EXERCISE AIM
Each entry needs to be duplicated exactly.

□ □ □ □ □

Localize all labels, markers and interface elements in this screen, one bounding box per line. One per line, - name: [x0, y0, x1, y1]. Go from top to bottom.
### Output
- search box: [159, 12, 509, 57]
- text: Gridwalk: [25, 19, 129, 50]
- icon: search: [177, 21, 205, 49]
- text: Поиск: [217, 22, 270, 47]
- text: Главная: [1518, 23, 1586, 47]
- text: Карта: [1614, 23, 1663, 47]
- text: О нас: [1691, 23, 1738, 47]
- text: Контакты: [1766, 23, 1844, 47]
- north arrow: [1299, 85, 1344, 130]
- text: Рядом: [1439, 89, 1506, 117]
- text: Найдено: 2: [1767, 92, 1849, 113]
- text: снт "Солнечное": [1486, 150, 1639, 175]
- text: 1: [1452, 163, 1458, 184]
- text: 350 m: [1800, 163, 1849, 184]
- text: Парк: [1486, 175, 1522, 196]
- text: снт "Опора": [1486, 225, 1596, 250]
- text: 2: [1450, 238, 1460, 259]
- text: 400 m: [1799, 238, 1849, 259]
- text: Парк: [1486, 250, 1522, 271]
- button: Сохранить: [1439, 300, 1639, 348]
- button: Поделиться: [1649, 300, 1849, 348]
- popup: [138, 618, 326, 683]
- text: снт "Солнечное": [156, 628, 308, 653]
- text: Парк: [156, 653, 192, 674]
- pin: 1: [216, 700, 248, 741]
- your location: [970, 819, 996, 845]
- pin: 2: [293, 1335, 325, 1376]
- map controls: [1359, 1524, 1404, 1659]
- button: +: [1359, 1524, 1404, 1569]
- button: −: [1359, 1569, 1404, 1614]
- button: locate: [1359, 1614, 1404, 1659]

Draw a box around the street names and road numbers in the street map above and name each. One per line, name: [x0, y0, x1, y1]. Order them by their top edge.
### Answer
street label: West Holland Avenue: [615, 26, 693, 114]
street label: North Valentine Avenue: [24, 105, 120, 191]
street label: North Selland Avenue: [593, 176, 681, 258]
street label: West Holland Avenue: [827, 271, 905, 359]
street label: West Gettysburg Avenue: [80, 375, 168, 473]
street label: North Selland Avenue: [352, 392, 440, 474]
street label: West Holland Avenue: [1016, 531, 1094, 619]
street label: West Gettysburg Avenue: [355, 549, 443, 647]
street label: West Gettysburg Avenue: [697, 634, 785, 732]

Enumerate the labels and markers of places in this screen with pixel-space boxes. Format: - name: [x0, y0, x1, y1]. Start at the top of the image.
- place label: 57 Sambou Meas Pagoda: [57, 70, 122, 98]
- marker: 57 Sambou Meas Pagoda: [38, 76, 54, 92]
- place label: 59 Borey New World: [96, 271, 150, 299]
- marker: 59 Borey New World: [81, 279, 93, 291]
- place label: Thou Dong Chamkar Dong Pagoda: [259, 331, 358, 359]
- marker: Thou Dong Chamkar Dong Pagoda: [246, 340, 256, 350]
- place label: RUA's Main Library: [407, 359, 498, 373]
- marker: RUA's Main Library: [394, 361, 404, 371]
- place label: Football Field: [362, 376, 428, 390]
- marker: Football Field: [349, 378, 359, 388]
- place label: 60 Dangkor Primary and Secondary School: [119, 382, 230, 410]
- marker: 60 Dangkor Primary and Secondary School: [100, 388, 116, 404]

□ □ □ □ □

EXPECTED ANSWER
Localize all labels, markers and interface elements in this screen, one bounding box per line. One per line, - name: [x0, y0, x1, y1]. Go from top to bottom.
### Output
- search box: [159, 12, 509, 57]
- text: Gridwalk: [25, 19, 129, 50]
- icon: search: [177, 21, 205, 49]
- text: Поиск: [217, 22, 270, 47]
- text: Главная: [1518, 23, 1586, 47]
- text: Карта: [1614, 23, 1663, 47]
- text: О нас: [1691, 23, 1738, 47]
- text: Контакты: [1766, 23, 1844, 47]
- north arrow: [1299, 85, 1344, 130]
- text: Рядом: [1439, 89, 1506, 117]
- text: Найдено: 2: [1767, 92, 1849, 113]
- text: снт "Солнечное": [1486, 150, 1639, 175]
- text: 1: [1452, 163, 1458, 184]
- text: 350 m: [1800, 163, 1849, 184]
- text: Парк: [1486, 175, 1522, 196]
- text: снт "Опора": [1486, 225, 1596, 250]
- text: 2: [1450, 238, 1460, 259]
- text: 400 m: [1799, 238, 1849, 259]
- text: Парк: [1486, 250, 1522, 271]
- button: Сохранить: [1439, 300, 1639, 348]
- button: Поделиться: [1649, 300, 1849, 348]
- popup: [138, 618, 326, 683]
- text: снт "Солнечное": [156, 628, 308, 653]
- text: Парк: [156, 653, 192, 674]
- pin: 1: [216, 700, 248, 741]
- your location: [970, 819, 996, 845]
- pin: 2: [293, 1335, 325, 1376]
- map controls: [1359, 1524, 1404, 1659]
- button: +: [1359, 1524, 1404, 1569]
- button: −: [1359, 1569, 1404, 1614]
- button: locate: [1359, 1614, 1404, 1659]

Draw a box around the street names and road numbers in the street map above and name each. One per line, name: [x0, y0, x1, y1]. Order them by their top edge.
### Answer
street label: West Holland Avenue: [615, 26, 693, 114]
street label: North Valentine Avenue: [24, 105, 120, 191]
street label: North Selland Avenue: [593, 176, 681, 258]
street label: West Holland Avenue: [827, 271, 905, 359]
street label: West Gettysburg Avenue: [80, 375, 168, 473]
street label: North Selland Avenue: [352, 392, 440, 474]
street label: West Holland Avenue: [1016, 531, 1094, 619]
street label: West Gettysburg Avenue: [355, 549, 443, 647]
street label: West Gettysburg Avenue: [697, 634, 785, 732]

Enumerate the labels and markers of places in this screen with pixel-space boxes. Format: - name: [x0, y0, x1, y1]. Start at the top of the image.
- place label: 57 Sambou Meas Pagoda: [57, 70, 122, 98]
- marker: 57 Sambou Meas Pagoda: [38, 76, 54, 92]
- place label: 59 Borey New World: [96, 271, 150, 299]
- marker: 59 Borey New World: [81, 279, 93, 291]
- place label: Thou Dong Chamkar Dong Pagoda: [259, 331, 358, 359]
- marker: Thou Dong Chamkar Dong Pagoda: [246, 340, 256, 350]
- place label: RUA's Main Library: [407, 359, 498, 373]
- marker: RUA's Main Library: [394, 361, 404, 371]
- place label: Football Field: [362, 376, 428, 390]
- marker: Football Field: [349, 378, 359, 388]
- place label: 60 Dangkor Primary and Secondary School: [119, 382, 230, 410]
- marker: 60 Dangkor Primary and Secondary School: [100, 388, 116, 404]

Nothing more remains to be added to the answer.